#### Assignment
An exact copy of all the entries below is what this task needs.

#### Stored data entries
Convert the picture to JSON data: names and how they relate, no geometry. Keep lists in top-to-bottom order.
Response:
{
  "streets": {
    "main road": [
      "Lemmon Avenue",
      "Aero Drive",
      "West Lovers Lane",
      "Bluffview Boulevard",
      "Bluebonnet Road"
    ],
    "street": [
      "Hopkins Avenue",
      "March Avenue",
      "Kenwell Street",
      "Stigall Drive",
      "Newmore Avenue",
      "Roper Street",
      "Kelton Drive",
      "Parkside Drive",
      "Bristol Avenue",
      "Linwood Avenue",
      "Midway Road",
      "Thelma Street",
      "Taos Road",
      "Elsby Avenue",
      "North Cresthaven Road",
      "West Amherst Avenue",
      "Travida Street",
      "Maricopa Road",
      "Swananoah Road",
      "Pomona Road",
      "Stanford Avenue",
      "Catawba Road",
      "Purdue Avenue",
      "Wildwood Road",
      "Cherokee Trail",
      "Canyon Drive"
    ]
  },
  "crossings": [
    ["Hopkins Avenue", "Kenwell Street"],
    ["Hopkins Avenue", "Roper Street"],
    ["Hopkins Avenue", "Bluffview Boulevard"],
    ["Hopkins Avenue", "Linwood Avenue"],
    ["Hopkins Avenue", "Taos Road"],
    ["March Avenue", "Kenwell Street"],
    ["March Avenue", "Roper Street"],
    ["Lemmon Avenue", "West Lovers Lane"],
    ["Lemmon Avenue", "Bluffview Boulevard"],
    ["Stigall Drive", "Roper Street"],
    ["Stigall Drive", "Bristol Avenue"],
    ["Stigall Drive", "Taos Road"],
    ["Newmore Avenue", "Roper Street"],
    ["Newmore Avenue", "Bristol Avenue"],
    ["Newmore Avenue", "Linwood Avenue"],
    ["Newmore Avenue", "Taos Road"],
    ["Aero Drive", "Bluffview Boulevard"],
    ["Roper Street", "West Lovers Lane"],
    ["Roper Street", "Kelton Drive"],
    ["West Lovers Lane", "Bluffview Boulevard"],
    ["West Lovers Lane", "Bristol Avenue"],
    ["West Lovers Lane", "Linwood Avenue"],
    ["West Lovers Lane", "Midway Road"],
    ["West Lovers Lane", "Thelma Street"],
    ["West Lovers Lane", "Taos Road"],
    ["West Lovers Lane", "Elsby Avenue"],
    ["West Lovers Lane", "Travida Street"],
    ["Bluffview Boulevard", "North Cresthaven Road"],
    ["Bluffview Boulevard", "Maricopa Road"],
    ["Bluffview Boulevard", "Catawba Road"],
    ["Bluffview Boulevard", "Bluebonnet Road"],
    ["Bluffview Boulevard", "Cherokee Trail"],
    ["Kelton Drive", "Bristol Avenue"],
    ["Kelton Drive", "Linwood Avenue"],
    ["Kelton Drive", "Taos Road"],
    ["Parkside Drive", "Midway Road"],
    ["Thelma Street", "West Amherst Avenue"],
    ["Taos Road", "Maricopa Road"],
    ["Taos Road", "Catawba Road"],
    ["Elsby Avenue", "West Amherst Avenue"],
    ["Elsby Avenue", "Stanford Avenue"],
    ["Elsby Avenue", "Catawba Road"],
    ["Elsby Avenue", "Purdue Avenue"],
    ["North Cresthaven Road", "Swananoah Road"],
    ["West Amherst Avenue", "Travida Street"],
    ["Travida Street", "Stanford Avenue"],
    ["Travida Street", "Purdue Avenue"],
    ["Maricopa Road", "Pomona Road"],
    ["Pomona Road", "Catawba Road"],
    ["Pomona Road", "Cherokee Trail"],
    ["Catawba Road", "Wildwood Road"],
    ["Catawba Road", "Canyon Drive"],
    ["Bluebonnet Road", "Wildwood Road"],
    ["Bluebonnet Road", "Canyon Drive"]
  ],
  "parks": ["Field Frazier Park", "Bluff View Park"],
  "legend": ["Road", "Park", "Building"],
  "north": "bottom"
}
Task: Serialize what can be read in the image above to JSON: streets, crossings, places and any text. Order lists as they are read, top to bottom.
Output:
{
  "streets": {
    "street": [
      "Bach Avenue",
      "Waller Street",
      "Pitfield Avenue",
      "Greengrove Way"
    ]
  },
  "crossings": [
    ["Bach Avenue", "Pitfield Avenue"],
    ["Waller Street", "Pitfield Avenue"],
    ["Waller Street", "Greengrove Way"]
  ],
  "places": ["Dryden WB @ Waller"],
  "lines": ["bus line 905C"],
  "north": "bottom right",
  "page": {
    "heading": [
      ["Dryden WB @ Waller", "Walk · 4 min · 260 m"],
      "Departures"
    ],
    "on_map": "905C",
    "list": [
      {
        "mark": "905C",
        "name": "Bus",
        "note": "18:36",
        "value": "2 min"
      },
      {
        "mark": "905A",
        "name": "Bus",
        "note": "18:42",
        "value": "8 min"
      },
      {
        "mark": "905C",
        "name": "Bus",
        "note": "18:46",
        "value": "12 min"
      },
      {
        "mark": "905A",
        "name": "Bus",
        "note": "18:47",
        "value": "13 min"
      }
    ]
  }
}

#### Answer space
Convert the picture to JSON data: names and how they relate, no geometry. Keep lists in top-to-bottom order.
Response:
{
  "streets": {
    "main road": [
      "Lemmon Avenue",
      "Aero Drive",
      "West Lovers Lane",
      "Bluffview Boulevard",
      "Bluebonnet Road"
    ],
    "street": [
      "Hopkins Avenue",
      "March Avenue",
      "Kenwell Street",
      "Stigall Drive",
      "Newmore Avenue",
      "Roper Street",
      "Kelton Drive",
      "Parkside Drive",
      "Bristol Avenue",
      "Linwood Avenue",
      "Midway Road",
      "Thelma Street",
      "Taos Road",
      "Elsby Avenue",
      "North Cresthaven Road",
      "West Amherst Avenue",
      "Travida Street",
      "Maricopa Road",
      "Swananoah Road",
      "Pomona Road",
      "Stanford Avenue",
      "Catawba Road",
      "Purdue Avenue",
      "Wildwood Road",
      "Cherokee Trail",
      "Canyon Drive"
    ]
  },
  "crossings": [
    ["Hopkins Avenue", "Kenwell Street"],
    ["Hopkins Avenue", "Roper Street"],
    ["Hopkins Avenue", "Bluffview Boulevard"],
    ["Hopkins Avenue", "Linwood Avenue"],
    ["Hopkins Avenue", "Taos Road"],
    ["March Avenue", "Kenwell Street"],
    ["March Avenue", "Roper Street"],
    ["Lemmon Avenue", "West Lovers Lane"],
    ["Lemmon Avenue", "Bluffview Boulevard"],
    ["Stigall Drive", "Roper Street"],
    ["Stigall Drive", "Bristol Avenue"],
    ["Stigall Drive", "Taos Road"],
    ["Newmore Avenue", "Roper Street"],
    ["Newmore Avenue", "Bristol Avenue"],
    ["Newmore Avenue", "Linwood Avenue"],
    ["Newmore Avenue", "Taos Road"],
    ["Aero Drive", "Bluffview Boulevard"],
    ["Roper Street", "West Lovers Lane"],
    ["Roper Street", "Kelton Drive"],
    ["West Lovers Lane", "Bluffview Boulevard"],
    ["West Lovers Lane", "Bristol Avenue"],
    ["West Lovers Lane", "Linwood Avenue"],
    ["West Lovers Lane", "Midway Road"],
    ["West Lovers Lane", "Thelma Street"],
    ["West Lovers Lane", "Taos Road"],
    ["West Lovers Lane", "Elsby Avenue"],
    ["West Lovers Lane", "Travida Street"],
    ["Bluffview Boulevard", "North Cresthaven Road"],
    ["Bluffview Boulevard", "Maricopa Road"],
    ["Bluffview Boulevard", "Catawba Road"],
    ["Bluffview Boulevard", "Bluebonnet Road"],
    ["Bluffview Boulevard", "Cherokee Trail"],
    ["Kelton Drive", "Bristol Avenue"],
    ["Kelton Drive", "Linwood Avenue"],
    ["Kelton Drive", "Taos Road"],
    ["Parkside Drive", "Midway Road"],
    ["Thelma Street", "West Amherst Avenue"],
    ["Taos Road", "Maricopa Road"],
    ["Taos Road", "Catawba Road"],
    ["Elsby Avenue", "West Amherst Avenue"],
    ["Elsby Avenue", "Stanford Avenue"],
    ["Elsby Avenue", "Catawba Road"],
    ["Elsby Avenue", "Purdue Avenue"],
    ["North Cresthaven Road", "Swananoah Road"],
    ["West Amherst Avenue", "Travida Street"],
    ["Travida Street", "Stanford Avenue"],
    ["Travida Street", "Purdue Avenue"],
    ["Maricopa Road", "Pomona Road"],
    ["Pomona Road", "Catawba Road"],
    ["Pomona Road", "Cherokee Trail"],
    ["Catawba Road", "Wildwood Road"],
    ["Catawba Road", "Canyon Drive"],
    ["Bluebonnet Road", "Wildwood Road"],
    ["Bluebonnet Road", "Canyon Drive"]
  ],
  "parks": ["Field Frazier Park", "Bluff View Park"],
  "legend": ["Road", "Park", "Building"],
  "north": "bottom"
}
Task: Serialize what can be read in the image above to JSON: streets, crossings, places and any text. Order lists as they are read, top to bottom.
Output:
{
  "streets": {
    "street": [
      "Bach Avenue",
      "Waller Street",
      "Pitfield Avenue",
      "Greengrove Way"
    ]
  },
  "crossings": [
    ["Bach Avenue", "Pitfield Avenue"],
    ["Waller Street", "Pitfield Avenue"],
    ["Waller Street", "Greengrove Way"]
  ],
  "places": ["Dryden WB @ Waller"],
  "lines": ["bus line 905C"],
  "north": "bottom right",
  "page": {
    "heading": [
      ["Dryden WB @ Waller", "Walk · 4 min · 260 m"],
      "Departures"
    ],
    "on_map": "905C",
    "list": [
      {
        "mark": "905C",
        "name": "Bus",
        "note": "18:36",
        "value": "2 min"
      },
      {
        "mark": "905A",
        "name": "Bus",
        "note": "18:42",
        "value": "8 min"
      },
      {
        "mark": "905C",
        "name": "Bus",
        "note": "18:46",
        "value": "12 min"
      },
      {
        "mark": "905A",
        "name": "Bus",
        "note": "18:47",
        "value": "13 min"
      }
    ]
  }
}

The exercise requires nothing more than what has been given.